Mais especificamente, a Requerente pretende ver repercutidos, na liquidação de AIMI de 2018, os novos valores patrimoniais tributários dos imóveis em causa, determinados após a reavaliação ocorrida na sequência da jurisprudência do STA que decidiu no sentido da não aplicação dos coeficientes de afetação, localização, qualidade, conforto e vetustez, previstos nos artigos 41.º a 44.º do CIMI, aos terrenos para construção.
Ora, para que o pedido da Requerente pudesse ser procedente, teria que se admitir, neste momento, ser ainda impugnável o ato de liquidação de AIMI em causa, com fundamento na circunstância de terem sido corrigidos ulteriormente os VPTs que, à data da liquidação, constavam das matrizes e não tinham sido contestados pela Requerente. Por conseguinte, a questão que compete a este Tribunal decidir, antes de mais, é a de saber se, deixando um contribuinte precludir a possibilidade de sindicar o VPT nos termos atrás enunciados, poderá, ainda assim, arguir a ilegalidade das liquidações de AIMI com fundamento na ilegalidade subjacente ao cálculo dos VPTs que serviram de base às liquidações.
Ora, sobre este tema tem havido alguma divergência nas posições assumidas pelos tribunais arbitrais formados sob a égide do CAAD [vide, a título meramente exemplificativo, os acórdãos 467/2022-T e 466/2022-T].
Contudo, foi, recentemente, proferido um acórdão pelo STA, no âmbito de um recurso para uniformização de jurisprudência, de que aqui cumpre, naturalmente, dar nota. Trata-se do acórdão de 23.02.2023, proferido no processo 0102/22.2BALSB, em que o Tribunal decidiu, no mesmo sentido em que já se tinha pronunciado anteriormente, que não é possível invocar, na impugnação judicial deduzida contra o ato de liquidação, vícios inerentes ao ato de fixação do valor patrimonial do imóvel que lhe serviu de base tributável (cf. entre outros, acórdão do Supremo Tribunal Administrativo de 13/07/2016, proferido no processo 0173/16, consultável em www.dgsi.pt). Resumidamente, a posição do STA é a seguinte:
- vigora no contencioso tributário o princípio da impugnação unitária, segundo o qual só há lugar a impugnação contenciosa do ato final do procedimento (cf. artigos 66.º da LGT e 54.º do CPPT).
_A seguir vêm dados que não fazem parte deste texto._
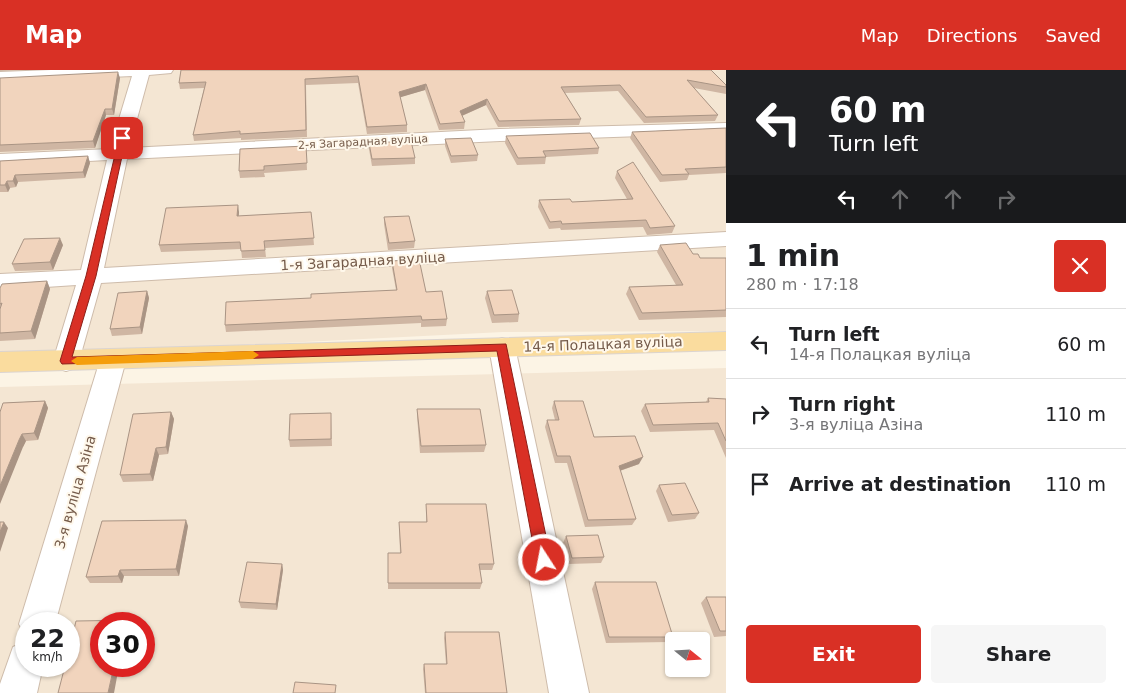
<!DOCTYPE html>
<meta charset="utf-8">
<style>
:root{--surface:#fff;--page:#f6f6f6;--text:#202124;--muted:#757577;--line:#e0e0e0;--accent:#d93025}
body{margin:0;font-family:"DejaVu Sans",sans-serif;background:var(--page);color:var(--text);height:100vh;display:flex;flex-direction:column;font-size:19px;white-space:nowrap}
*{box-sizing:border-box;margin:0}
p{font-size:16px;color:var(--muted)}
.icon{flex:none;width:28px;height:28px;fill:none;stroke:currentColor;stroke-width:2;stroke-linecap:round;stroke-linejoin:round}
.map{position:relative;flex:1;overflow:hidden}
.drawer{display:flex;flex-direction:column;background:var(--surface);width:400px}
.drawer>*{flex:none}
.hud{background:#202124;color:#fff;overflow:hidden}
.needle{width:32px;rotate:108deg}
.buttons{position:absolute;left:665px;top:562px;display:grid;gap:10px}
.buttons a{display:grid;place-items:center;width:45px;height:45px;border-radius:5px;background:var(--surface);box-shadow:0 1px 4px #0004;font-size:25px}
.speed{position:absolute;left:15px;top:542px;display:flex;gap:10px;font-size:25px;font-weight:700;text-align:center}
.speed>*{display:grid;place-content:center;width:65px;height:65px;border-radius:50%;background:var(--surface);box-shadow:0 1px 4px #0004;line-height:1}
.speed small{font-size:12px;font-weight:400}
.speed .limit{border:8px solid #d22;background:#fff;color:#111}
.pin{position:absolute;display:grid;place-items:center;width:42px;height:42px;color:#fff;margin:-21px;border-radius:10px;box-shadow:0 2px 8px #0006}
.me{position:absolute;width:55px;margin:-28px;rotate:349deg;stroke-linejoin:round;filter:drop-shadow(0 0 4px #0008)}
.turn{display:flex;align-items:center;gap:18px;height:105px;padding:0 20px;font-size:22px}
.turn .icon{width:65px;height:65px;stroke-width:2.5}
.turn b{display:block;font-size:35px;line-height:42px}
.lanes{display:flex;align-items:center;height:48px;padding:0 20px;background:#0003;justify-content:center;gap:25px;direction:ltr}
.lanes .off{opacity:.35}
.round{display:grid;place-items:center;flex:none;width:52px;height:52px;border-radius:5px;background:var(--page)}
.overview{display:flex;align-items:center;justify-content:space-between;height:85px;padding:0 20px}
h1{font-size:30px;font-weight:700;line-height:38px}
.cta{display:flex;gap:10px;margin-top:auto;padding:10px 20px}
.cta a{flex:1;height:58px;border-radius:5px;background:var(--accent);color:#fff;font-size:20px;font-weight:700;line-height:58px;text-align:center}
.cta a+a{background:var(--page);color:var(--text)}
ul{padding:0;list-style:none}
li{display:flex;align-items:center;gap:15px;height:70px;padding:0 20px;border-top:1px solid var(--line)}
li div{flex:1}
li b{display:block;font-size:19px}
li em{font-style:normal}
header{display:flex;align-items:center;gap:30px;box-sizing:border-box;height:70px;padding:0 25px;background:var(--accent);color:#fff}
header strong{font-size:24px}
nav{display:flex;gap:28px;margin-inline-start:auto;font-size:18px}
main{display:flex;flex:1;min-height:0}
.map>svg:first-child{display:block}
.residential{fill:#f4e6d3;fill-rule:evenodd}
.lines{fill:none;stroke-linecap:round;stroke-linejoin:round}
.minor-casing{stroke:#cebcab;stroke-width:2}
.major-casing{stroke:#dbd4d0;stroke-width:2}
.minor{fill:#fff;fill-rule:evenodd}
.major{fill:#fadc9e;fill-rule:evenodd}
.wall{fill:#cfb6a3}
.shaded-wall{fill:#a99484}
.building{fill:#f1d4bd;stroke:#a99484}
.route{fill:#d93025;stroke:#8d1f18}
.slow{fill:#f59e0b}
.labels{text-anchor:middle;dominant-baseline:central;stroke-width:4;stroke-linejoin:round;paint-order:stroke}
.far-street-label{font-size:11px;fill:#755b4a;stroke:#fff8eb}
.street-label{font-size:14px;fill:#755b4a;stroke:#fff8eb}
</style>
<header>
<strong>Map</strong>
<nav><a>Map</a><a>Directions</a><a>Saved</a></nav>
</header>
<main>
<div class="map">
<svg width="726" height="623" viewBox="0 0 726 623">
<rect width="100%" height="100%" fill="#fcf4e5"/>
<g class="residential">
<polygon points="0,0 726,0 726,261 503,262 0,287"/>
<path d="M726,298v325h-726v-306zM26,554h43v42h-43zM101,554h43v42h-43zM674,571h27v28h-27z"/>
</g>
<g class="lines">
<defs>
<g id="minor">
<polygon points="51,0 173,0 171,3 149,5 129,78 500,59 726,53 726,63 500,71 127,89 104,198 726,162 726,176 101,213 79,291 75,298 66,301 57,298 53,291 76,215 0,220 0,204 81,200 107,90 0,96 0,84 110,79 132,6 0,12 0,2"/>
<polygon points="502,268 511,271 515,277 589,623 549,623 489,277 493,271"/>
<polygon points="113,281 122,283 126,290 55,554 26,554 26,567 19,554 100,290 104,283"/>
<polygon points="26,571 26,596 43,596 37,623 0,623 0,614 13,577"/>
</g>
<polygon id="major" points="726,262 726,280 0,302 0,282"/>
</defs>
<use href="#minor" class="minor-casing"/>
<use href="#major" class="major-casing"/>
<use href="#minor" class="minor"/>
<use href="#major" class="major"/>
</g>
<g class="wall">
<polygon points="0,0 32,0 0,1"/>
<polygon points="181,0 711,0 726,15 726,24 694,18 718,45 715,51 644,53 618,21 565,23 581,49 579,55 498,57 486,35 462,46 465,52 464,59 439,60 425,20 400,27 407,55 407,62 367,64 358,13 306,15 307,67 241,70 241,68 194,71 193,65 204,18 180,19 179,13"/>
<polygon points="0,8 120,8 114,45 106,45 95,78 0,82"/>
<polygon points="726,58 726,103 689,105 687,110 660,112 630,68 632,62"/>
<polygon points="506,66 599,78 598,84 546,87 545,94 517,95 505,73"/>
<polygon points="445,69 478,85 477,91 451,93 445,76"/>
<polygon points="369,73 415,88 415,94 372,96 369,79"/>
<polygon points="306,76 307,100 264,103 265,107 240,108 239,101"/>
<polygon points="88,86 90,93 85,108 18,112 16,117 10,118 8,122 0,122 0,91"/>
<polygon points="617,101 675,156 672,163 647,165 643,157 561,160 560,158 549,159 538,137 539,130 572,132 627,129 615,108"/>
<polygon points="239,142 239,146 311,142 314,175 265,178 266,187 242,188 241,179 161,182 159,175"/>
<polygon points="384,147 415,171 414,178 388,180 384,154"/>
<polygon points="63,175 53,200 15,201 12,194"/>
<polygon points="660,175 693,184 700,188 726,188 726,247 639,250 626,224 629,217 676,215 657,182"/>
<polygon points="392,191 426,222 447,249 446,256 421,257 421,253 226,262 225,255 311,228 396,220 392,198"/>
<polygon points="47,211 50,219 35,269 0,271 0,218"/>
<polygon points="147,221 149,228 142,264 112,266 110,259"/>
<polygon points="487,221 519,244 518,252 492,253 485,228"/>
<polygon points="708,328 726,329 726,388 714,360 650,362 641,341 645,334 706,332"/>
<polygon points="45,331 48,338 38,370 26,371 23,377 3,333"/>
<polygon points="554,331 594,367 639,394 620,401 636,449 632,455 585,457 567,393 555,393 545,357 547,350 555,350 552,338"/>
<polygon points="417,339 486,375 484,382 420,383 417,346"/>
<polygon points="171,342 174,349 168,384 159,385 153,411 123,412 120,405"/>
<polygon points="331,343 332,376 290,377 289,370"/>
<polygon points="659,415 699,443 695,449 668,452 656,421"/>
<polygon points="426,434 494,494 492,500 480,500 482,513 480,519 388,519 388,483 400,483 399,452 426,452"/>
<polygon points="188,456 179,506 124,506 122,513 90,513 86,507"/>
<polygon points="566,466 604,487 601,493 569,494 563,473"/>
<polygon points="282,494 283,500 277,540 241,538 239,532"/>
<polygon points="595,512 673,567 669,572 606,573 592,519"/>
<polygon points="706,527 726,527 726,566 714,567 701,533"/>
<polygon points="445,562 507,623 425,623 423,599 424,594 446,594 444,568"/>
</g>
<g class="shaded-wall">
<polygon points="118,2 120,8 114,45 112,39"/>
<polygon points="426,14 425,20 398,28 399,22"/>
<polygon points="487,29 486,35 459,47 460,41"/>
<polygon points="105,39 106,45 95,78 93,71"/>
<polygon points="88,86 90,93 85,108 83,102"/>
<polygon points="15,105 18,112 16,117 13,111"/>
<polygon points="7,111 10,118 8,122 5,115"/>
<polygon points="238,135 239,142 238,153 237,146"/>
<polygon points="60,168 63,175 53,200 50,192"/>
<polygon points="47,211 50,219 35,269 31,261"/>
<polygon points="147,221 149,228 142,264 140,257"/>
<polygon points="45,331 48,338 38,370 34,363"/>
<polygon points="171,342 174,349 168,384 166,377"/>
<polygon points="22,364 26,371 23,377 0,434 0,416 19,370"/>
<polygon points="156,378 159,385 153,411 150,404"/>
<polygon points="643,387 639,394 616,402 619,396"/>
<polygon points="186,450 188,456 179,506 176,499"/>
<polygon points="4,452 8,458 0,482 0,462"/>
<polygon points="282,494 283,500 277,540 276,534"/>
<polygon points="120,500 124,506 122,513 118,506"/>
<polygon points="114,596 119,596 114,623 108,623"/>
</g>
<g class="building">
<polygon points="181,0 711,0 726,15 726,17 687,10 718,45 646,47 620,15 561,17 581,49 499,51 487,29 460,41 465,52 440,54 426,14 399,22 407,55 367,57 358,6 305,9 306,60 240,64 240,61 193,65 206,12 179,13"/>
<polygon points="118,2 112,39 105,39 93,71 0,75 0,8"/>
<polygon points="726,58 726,97 685,99 689,104 662,105 632,62"/>
<polygon points="590,63 599,78 543,81 546,87 518,88 506,66"/>
<polygon points="471,68 478,85 451,86 445,69"/>
<polygon points="411,71 415,88 372,89 369,73"/>
<polygon points="306,76 307,93 264,96 264,100 239,101 240,79"/>
<polygon points="88,86 83,102 15,105 13,111 7,111 5,115 0,115 0,91"/>
<polygon points="633,92 675,156 650,158 646,150 562,154 561,151 550,152 539,130 570,129 572,132 633,129 617,101"/>
<polygon points="238,135 237,146 311,142 314,168 264,171 265,180 241,181 240,172 159,175 166,138"/>
<polygon points="409,146 415,171 389,173 384,147"/>
<polygon points="60,168 50,192 12,194 24,169"/>
<polygon points="686,173 693,184 698,184 700,188 726,188 726,240 642,243 629,217 683,215 660,175"/>
<polygon points="419,189 426,222 442,221 447,249 422,250 421,246 225,255 226,232 311,228 311,224 397,220 392,191"/>
<polygon points="47,211 31,261 0,263 0,239 2,233 0,234 0,218 2,214"/>
<polygon points="512,220 519,244 494,245 487,221"/>
<polygon points="147,221 140,257 110,259 118,223"/>
<polygon points="708,328 726,329 726,371 718,353 653,355 645,334 709,332"/>
<polygon points="45,331 34,363 22,364 19,370 0,416 0,342 3,333"/>
<polygon points="554,331 583,331 594,367 635,366 643,387 619,396 636,449 588,450 570,386 557,386 547,350 559,350"/>
<polygon points="417,339 480,339 486,375 421,376"/>
<polygon points="171,342 166,377 156,378 150,404 120,405 133,344"/>
<polygon points="331,343 331,369 289,370 290,344"/>
<polygon points="685,413 699,443 672,445 659,415"/>
<polygon points="426,434 486,434 494,494 479,494 482,513 388,513 388,483 401,483 399,452 427,452"/>
<polygon points="186,450 176,499 120,500 118,506 86,507 102,451"/>
<polygon points="0,452 4,452 0,462"/>
<polygon points="598,465 604,487 572,488 566,466"/>
<polygon points="247,492 282,494 276,534 239,532"/>
<polygon points="595,512 656,512 673,567 609,567"/>
<polygon points="706,527 726,527 726,561 720,561"/>
<polygon points="137,550 136,554 101,554 101,596 114,596 108,623 58,623 65,596 69,596 69,580 76,551"/>
<polygon points="445,562 499,562 507,623 426,623 424,594 447,594"/>
<polygon points="295,612 336,615 335,623 293,623"/>
</g>
<polygon class="route" points="122,66 126,68 96,206 72,287 506,274 551,490 548,494 544,496 539,494 536,490 497,281 62,294 60,291 86,206 119,68"/>
<polygon class="slow" points="253,281 259,285 253,289 77,295 71,291 77,287"/>
<g class="labels">
<g class="far-street-label">
<text transform="translate(363 72) rotate(-3)">2-я Загарадная вуліца</text>
</g>
<g class="street-label">
<text transform="translate(363 191) rotate(-3)">1-я Загарадная вуліца</text>
<text transform="translate(603 274) rotate(-2)">14-я Полацкая вуліца</text>
<text transform="translate(75 422) rotate(-74)">3-я вуліца Азіна</text>
</g>
</g>
</svg>
<div class="buttons">
<a><svg class="needle" viewBox="-14 -14 28 28"><path d="M0-13l5 13h-10z" fill="#e53935"/><path d="M0 13l5-13h-10z" fill="#757577"/></svg></a>
</div>
<div class="speed"><div>22<small>km/h</small></div><div class="limit">30</div></div>
<div class="pin" style="left:122px;top:68px;background:#d93025"><svg class="icon" aria-label="arrive" viewBox="0 0 24 24"><path d="M6 21V4h12l-3 4 3 4H6"/></svg></div>
<svg class="me" style="left:544px;top:490px" viewBox="-20 -20 40 40"><circle r="17" fill="#d93025" stroke="#fff" stroke-width="3"/><path d="M0-11L8 9 0 5-8 9z" fill="#fff"/></svg>
</div>
<section class="drawer">
<div class="hud">
<div class="turn"><svg class="icon" aria-label="left" viewBox="0 0 24 24"><path d="M17 20v-9H6M10 6l-5 5 5 5"/></svg><div><b>60 m</b>Turn left</div></div>
<div class="lanes"><svg class="icon" aria-label="left" viewBox="0 0 24 24"><path d="M17 20v-9H6M10 6l-5 5 5 5"/></svg><svg class="icon off" aria-label="ahead" viewBox="0 0 24 24"><path d="M12 20V5M6 11l6-6 6 6"/></svg><svg class="icon off" aria-label="ahead" viewBox="0 0 24 24"><path d="M12 20V5M6 11l6-6 6 6"/></svg><svg class="icon off" aria-label="right" viewBox="0 0 24 24"><path d="M7 20v-9h11M14 6l5 5-5 5"/></svg></div>
</div>
<div class="overview"><div><h1>1 min</h1><p>280 m · 17:18</p></div><a class="round" style="background:#d93025;color:#fff"><svg class="icon" aria-label="close" viewBox="0 0 24 24"><path d="M6 6l12 12M18 6L6 18"/></svg></a></div>
<ul>
<li><svg class="icon" aria-label="left" viewBox="0 0 24 24"><path d="M17 20v-9H6M10 6l-5 5 5 5"/></svg><div><b>Turn left</b><p>14-я Полацкая вуліца</p></div><em>60 m</em></li>
<li><svg class="icon" aria-label="right" viewBox="0 0 24 24"><path d="M7 20v-9h11M14 6l5 5-5 5"/></svg><div><b>Turn right</b><p>3-я вуліца Азіна</p></div><em>110 m</em></li>
<li><svg class="icon" aria-label="arrive" viewBox="0 0 24 24"><path d="M6 21V4h12l-3 4 3 4H6"/></svg><div><b>Arrive at destination</b></div><em>110 m</em></li>
</ul>
<div class="cta"><a>Exit</a><a>Share</a></div>
</section>
</main>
- o princípio da impugnação unitária tem duas exceções, referentes a casos em que é admitida a impugnação imediata dos atos interlocutórios. Tal sucede (i) “quando forem imediatamente lesivos dos direitos do contribuinte”, e (ii) quando “exista disposição expressa em sentido diferente”, ou seja, quando exista lei que admita expressamente a impugnação imediata do ato interlocutório;
- a avaliação direta é um dos casos em que o legislador afastou o princípio da impugnação unitária e admitiu a impugnação imediata do ato de avaliação;
- no que respeita, em particular, aos atos de fixação de valores patrimoniais, rege o artigo 134.º do CPPT, em consonância com o disposto nos n.ºs 1 e 2 do artigo 86.º da LGT, que admite a sua impugnação com fundamento em qualquer ilegalidade (n.º 1), não tendo a impugnação efeito suspensivo, e só podendo ter lugar depois de esgotados os meios graciosos previstos no procedimento de avaliação (n.º 7);
- o procedimento de determinação do valor patrimonial tributário (ato de fixação de valores patrimoniais – artigos 37.º a 46.º e 71.º a 77.º, do Código do IMI) é uma espécie de procedimento de avaliação direta, prevendo o Código do IMI um expediente especial de reação contra as ilegalidades da avaliação: quando o sujeito passivo não concorda com o resultado da primeira avaliação, pode requerer uma segunda avaliação, conforme dispõe o n.º 1 do artigo 76.º do Código do IMI. E do resultado desta segunda avaliação cabe impugnação judicial, tal como prevê o artigo 77.º do mesmo Código.
- o disposto nestes dois artigos 76.º e 77.º do Código do IMI deve ser interpretado em conjugação com o disposto no artigo 134.º do CPPT e no artigo 86.º, n.º 2, da LGT: a necessidade de esgotamento dos meios graciosos como condição de impugnação do valor fixado através de avaliação direta, reiterada nas diferentes disposições legais, evidencia que a segunda avaliação não é, para efeitos de impugnação, uma mera faculdade.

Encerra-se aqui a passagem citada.